Figure 5: Definition of acceptation zones along the first factorial axis. The left-hand zone defines "Galaxies'', the righthand one defines "Stars'', and the intermediate one defines "undefined objects''

5.5 Visual control

The final step of this treatment consists in checking visually all frames recognized as galaxies. This tedious part allows us to reject artefacts (1148 rejections after the inspection of 54073 images) like those produced by star halos truncated by the edge of the frame. Such truncated halos look like elongated, low-surface brightness object, easily accepted as galaxies.

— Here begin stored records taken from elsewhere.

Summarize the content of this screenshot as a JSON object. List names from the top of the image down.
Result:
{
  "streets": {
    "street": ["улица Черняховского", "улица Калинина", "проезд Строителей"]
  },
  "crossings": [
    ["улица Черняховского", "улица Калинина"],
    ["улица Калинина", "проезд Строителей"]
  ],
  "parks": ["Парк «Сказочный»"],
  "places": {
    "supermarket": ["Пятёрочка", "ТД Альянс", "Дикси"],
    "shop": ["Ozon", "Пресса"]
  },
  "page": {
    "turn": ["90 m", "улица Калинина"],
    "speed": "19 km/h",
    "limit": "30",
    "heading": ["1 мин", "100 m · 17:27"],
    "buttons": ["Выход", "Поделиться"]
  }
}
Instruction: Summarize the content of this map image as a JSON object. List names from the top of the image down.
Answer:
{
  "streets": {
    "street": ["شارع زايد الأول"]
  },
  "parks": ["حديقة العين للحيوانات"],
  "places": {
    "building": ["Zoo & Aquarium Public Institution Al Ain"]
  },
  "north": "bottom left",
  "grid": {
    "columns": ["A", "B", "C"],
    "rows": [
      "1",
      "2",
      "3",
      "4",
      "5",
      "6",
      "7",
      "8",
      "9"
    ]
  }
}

As a result, a code is given to describe three features:

• "multiple'', if several objects are present in the matrix
• "truncated'', if the galaxy is truncated by the edge of the array.
• "peculiar'', if the galaxy looks strange for any reason.

So, each galaxy of the catalog has been inspected visually. This will prevent us from gross misidentification. Now, the galaxies have to be cross-identified with known galaxies.